# WORK TO COMPLETE
Below are some records. Copy every line in them that holds "place".

[Saved entries]
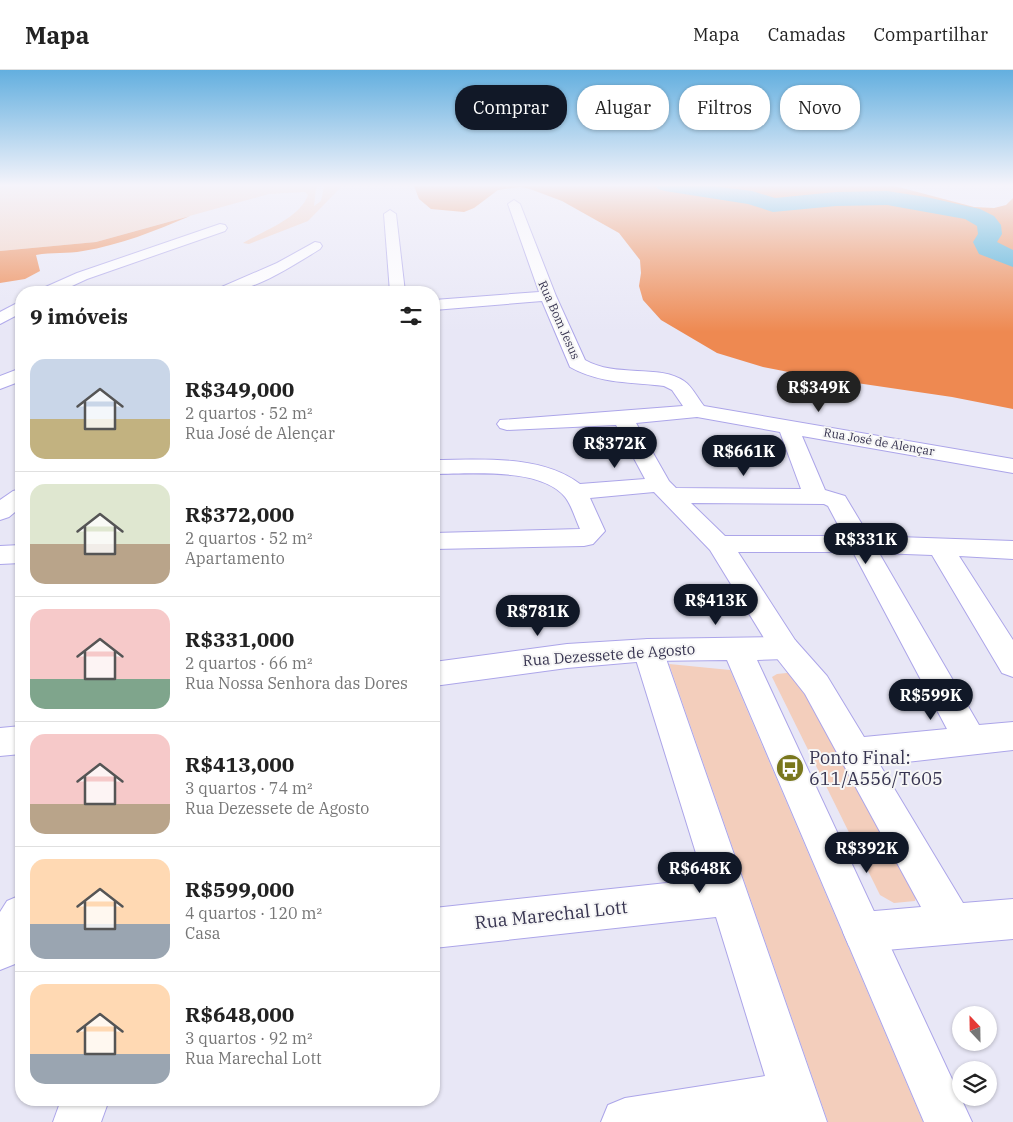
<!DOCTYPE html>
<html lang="pt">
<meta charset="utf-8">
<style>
:root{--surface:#fff;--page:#f2f2f2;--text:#222;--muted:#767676;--line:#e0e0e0;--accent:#111827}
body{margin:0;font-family:"IBM Plex Serif",serif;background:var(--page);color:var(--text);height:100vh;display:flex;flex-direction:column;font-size:19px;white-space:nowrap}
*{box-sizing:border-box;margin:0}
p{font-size:16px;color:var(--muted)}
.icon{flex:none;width:28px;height:28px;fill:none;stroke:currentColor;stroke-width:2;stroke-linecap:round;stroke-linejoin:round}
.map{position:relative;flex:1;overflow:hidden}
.sheet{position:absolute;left:15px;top:216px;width:425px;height:820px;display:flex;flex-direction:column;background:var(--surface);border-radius:20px;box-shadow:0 1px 4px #0004}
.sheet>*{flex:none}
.hud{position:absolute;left:455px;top:15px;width:475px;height:45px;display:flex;gap:10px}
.needle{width:32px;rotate:338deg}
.buttons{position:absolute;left:952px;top:936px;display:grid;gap:10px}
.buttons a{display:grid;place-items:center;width:45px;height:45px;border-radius:50%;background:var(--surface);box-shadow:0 1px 4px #0004;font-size:25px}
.price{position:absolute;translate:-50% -42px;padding:0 11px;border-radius:18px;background:var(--accent);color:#fff;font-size:16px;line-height:32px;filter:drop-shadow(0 1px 2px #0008)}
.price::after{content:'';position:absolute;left:50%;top:30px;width:15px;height:11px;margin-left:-8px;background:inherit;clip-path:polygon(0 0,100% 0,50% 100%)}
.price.active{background:#222;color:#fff}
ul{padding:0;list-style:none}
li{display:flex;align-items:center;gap:15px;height:125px;padding:0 15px}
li+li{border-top:1px solid var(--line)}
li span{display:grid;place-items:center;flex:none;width:140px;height:100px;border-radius:15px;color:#555}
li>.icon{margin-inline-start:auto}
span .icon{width:60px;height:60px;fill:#fffc;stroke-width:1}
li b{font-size:21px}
h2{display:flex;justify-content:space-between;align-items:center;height:60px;padding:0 15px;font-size:21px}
.pill{padding:0 18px;border-radius:20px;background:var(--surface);box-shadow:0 1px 4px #0004;font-size:18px;line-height:45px}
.pill.active{background:var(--accent);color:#fff}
header{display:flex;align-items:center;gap:30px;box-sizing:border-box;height:70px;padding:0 25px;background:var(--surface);border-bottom:1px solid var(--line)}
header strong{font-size:24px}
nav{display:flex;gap:28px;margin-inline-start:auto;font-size:18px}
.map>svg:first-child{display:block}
.green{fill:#f3cebc}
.forest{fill:#ee8951}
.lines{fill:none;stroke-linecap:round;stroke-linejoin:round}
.river{fill:#3ca7d1;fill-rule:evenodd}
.minor-casing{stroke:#aca5e9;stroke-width:2}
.tertiary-casing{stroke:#aca5e9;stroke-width:2}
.minor{fill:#fff;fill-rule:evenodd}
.tertiary{fill:#fff;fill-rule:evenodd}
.labels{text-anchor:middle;stroke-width:4;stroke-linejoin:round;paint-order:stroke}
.far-street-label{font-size:12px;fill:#373450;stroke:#f6f6f6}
.street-label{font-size:15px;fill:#373450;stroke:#f6f6f6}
.near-poi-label{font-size:18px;fill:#373450;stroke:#f6f6f6;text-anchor:start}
.near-street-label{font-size:18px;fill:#373450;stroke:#f6f6f6}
</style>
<header>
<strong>Mapa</strong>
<nav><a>Mapa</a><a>Camadas</a><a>Compartilhar</a></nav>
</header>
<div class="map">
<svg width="1013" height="1052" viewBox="0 0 1013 1052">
<rect width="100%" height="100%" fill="#e8e7f6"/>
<g class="green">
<path d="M0 115H320L316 118 314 136 321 131 324 116 343 115 308 151 249 174 243 173C263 161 300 148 308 125L305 122 269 124 96 172 0 181Z"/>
<path d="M669 594 730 600 923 1052H828Z"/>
<path d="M796 602 918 820 915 831 894 833 880 825 772 607 777 604Z"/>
</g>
<g class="forest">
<path d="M416 115H891L974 137 994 138 1006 135 1013 128V339L952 327 809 306 763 297 717 283 661 250 643 230 639 216 641 203 640 190 619 163 562 131 530 119 520 117 498 120 474 138 464 142 431 139 419 129 414 116Z"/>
<path d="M190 146C155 161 120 175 83 181 67 184 52 182 36 185L40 201 25 209 0 213V181L96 172Z"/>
</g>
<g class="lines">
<path class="river" d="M655 115H705L752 121 775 128 836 122 887 121 926 127 980 139 994 146 1001 155 1002 164 997 172 1013 180V197L979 184 973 172 978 164 977 156 965 149 887 135 836 136 773 142 748 134 665 121 658 119Z"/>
<defs>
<g id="minor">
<path d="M514 130 520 134 556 226 585 290C616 308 660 294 684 311 692 316 698 329 704 336L1013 389V403L802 366 825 420 845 426 869 466 1013 471V489L959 486 1013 570V607L1002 603 932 485 879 483 979 655 1013 652V680L880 695 963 833 1013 829V869L863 882 849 876 843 862 849 848 863 842 921 837 805 624 775 586 710 480 654 422 590 428 605 461 593 474 584 476 434 479V463L580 459C575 448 572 436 565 427 541 397 469 404 434 404V390C481 390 540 384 580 414L645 409 616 355 507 360 500 358 497 354 500 350 683 336 672 320 664 316C632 312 600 314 570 297L542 231 434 240V230L539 222 508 134ZM697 347 780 362 801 419 676 418 669 411 636 353ZM691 433 824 434 828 436 844 466H725ZM738 482H853L947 659 864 667 827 606 795 570Z"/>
<path d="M390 140 396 144 405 222H390L384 144Z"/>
<path d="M220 154 225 155 227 158 225 161 87 209 59 222H39L41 219 77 203Z"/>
<path d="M315 172 320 173 322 176 320 179C292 196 248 226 215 222L217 219 277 193Z"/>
<path d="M21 231V243L0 254V242Z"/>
<path d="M21 298V311L0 319V306Z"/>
<path d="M21 419V437L9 447 0 450V430L13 421Z"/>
<path d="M21 475V493L0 494V476Z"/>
<path d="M648 569 658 572 663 580 827 1052H601L608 1035 625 1028 765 1006 716 847 434 878V838L704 809 633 580 638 572Z"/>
<path d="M21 825V882L15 894 0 900V842L7 831Z"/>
<path d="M61 1030H109L101 1052H53Z"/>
</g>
<g id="tertiary">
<path d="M785 567 795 570 800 578 795 586 785 589 757 590 972 1052H924L727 590 648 591 567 598 434 616V592L567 574 648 569Z"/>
<path d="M21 656V684L0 686V658Z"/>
</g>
</defs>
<use href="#minor" class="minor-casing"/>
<use href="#tertiary" class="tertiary-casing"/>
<use href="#minor" class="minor"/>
<use href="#tertiary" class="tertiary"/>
</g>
<linearGradient id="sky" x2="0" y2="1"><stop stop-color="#63afdf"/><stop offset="0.44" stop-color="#f5f4fb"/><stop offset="1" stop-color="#f5f4fb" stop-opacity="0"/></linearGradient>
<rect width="1013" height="262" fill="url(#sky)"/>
<defs>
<symbol id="bus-disc" viewBox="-11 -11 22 22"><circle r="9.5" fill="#79771d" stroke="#f6f6f6"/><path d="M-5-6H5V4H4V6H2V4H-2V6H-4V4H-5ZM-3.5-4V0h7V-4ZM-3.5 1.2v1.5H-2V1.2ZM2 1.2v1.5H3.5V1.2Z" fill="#fff"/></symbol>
</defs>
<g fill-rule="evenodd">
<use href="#bus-disc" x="774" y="682" width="32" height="32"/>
</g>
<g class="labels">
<g class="far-street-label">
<text transform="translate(559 250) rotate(66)" y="4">Rua Bom Jesus</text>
<text transform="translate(879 372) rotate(10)" y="4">Rua José de Alençar</text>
</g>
<g class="street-label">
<text transform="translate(609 585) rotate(-4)" y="5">Rua Dezessete de Agosto</text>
</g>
<g class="near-poi-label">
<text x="809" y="694">Ponto Final:<tspan x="809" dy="21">611/A556/T605</tspan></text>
</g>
<g class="near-street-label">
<text transform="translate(551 845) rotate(-6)" y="6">Rua Marechal Lott</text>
</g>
</g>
</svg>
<div class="buttons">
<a><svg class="needle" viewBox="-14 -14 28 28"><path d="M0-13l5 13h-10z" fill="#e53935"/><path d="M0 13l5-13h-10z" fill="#767676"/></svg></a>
<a><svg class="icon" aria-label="layers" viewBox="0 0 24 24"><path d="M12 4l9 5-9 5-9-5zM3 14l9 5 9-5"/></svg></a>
</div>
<b class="price active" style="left:819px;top:343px">R$349K</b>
<b class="price" style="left:615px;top:399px">R$372K</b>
<b class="price" style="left:744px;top:407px">R$661K</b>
<b class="price" style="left:866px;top:495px">R$331K</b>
<b class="price" style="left:716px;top:556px">R$413K</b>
<b class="price" style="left:538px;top:567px">R$781K</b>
<b class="price" style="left:931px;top:651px">R$599K</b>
<b class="price" style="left:867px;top:804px">R$392K</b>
<b class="price" style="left:700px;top:824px">R$648K</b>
<div class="hud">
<a class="pill active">Comprar</a>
<a class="pill">Alugar</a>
<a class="pill">Filtros</a>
<a class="pill">Novo</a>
</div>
<section class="sheet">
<h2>9 imóveis<svg class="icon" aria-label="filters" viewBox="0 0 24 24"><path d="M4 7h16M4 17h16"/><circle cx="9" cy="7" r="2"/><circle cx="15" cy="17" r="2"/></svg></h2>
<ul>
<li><span style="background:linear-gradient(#c9d6e8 60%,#c2b280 0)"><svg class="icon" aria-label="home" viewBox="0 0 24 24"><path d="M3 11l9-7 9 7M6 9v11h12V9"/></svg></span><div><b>R$349,000</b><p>2 quartos · 52 m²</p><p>Rua José de Alençar</p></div></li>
<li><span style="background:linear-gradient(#dfe7d0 60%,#b9a48a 0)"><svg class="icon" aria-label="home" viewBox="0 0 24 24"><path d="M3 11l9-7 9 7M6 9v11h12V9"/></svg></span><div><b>R$372,000</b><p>2 quartos · 52 m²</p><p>Apartamento</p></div></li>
<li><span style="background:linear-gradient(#f6c9c9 70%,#7fa58c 0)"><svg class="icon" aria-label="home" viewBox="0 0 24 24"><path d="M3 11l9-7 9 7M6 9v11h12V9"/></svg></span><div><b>R$331,000</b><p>2 quartos · 66 m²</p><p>Rua Nossa Senhora das Dores</p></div></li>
<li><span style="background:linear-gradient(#f6c9c9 70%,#b9a48a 0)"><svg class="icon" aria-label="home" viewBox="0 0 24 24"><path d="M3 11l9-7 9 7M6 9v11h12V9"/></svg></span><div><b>R$413,000</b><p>3 quartos · 74 m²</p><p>Rua Dezessete de Agosto</p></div></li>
<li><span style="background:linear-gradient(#ffd9b3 65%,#9aa5b1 0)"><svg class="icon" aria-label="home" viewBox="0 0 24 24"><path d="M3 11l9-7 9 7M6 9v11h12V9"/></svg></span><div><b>R$599,000</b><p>4 quartos · 120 m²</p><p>Casa</p></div></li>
<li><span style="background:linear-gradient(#ffd9b3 70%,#9aa5b1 0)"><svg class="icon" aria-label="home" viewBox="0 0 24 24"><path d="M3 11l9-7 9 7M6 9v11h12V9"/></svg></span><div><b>R$648,000</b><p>3 quartos · 92 m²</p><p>Rua Marechal Lott</p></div></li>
</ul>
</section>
</div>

# YOUR SOLUTION
.buttons a{display:grid;place-items:center;width:45px;height:45px;border-radius:50%;background:var(--surface);box-shadow:0 1px 4px #0004;font-size:25px}
li span{display:grid;place-items:center;flex:none;width:140px;height:100px;border-radius:15px;color:#555}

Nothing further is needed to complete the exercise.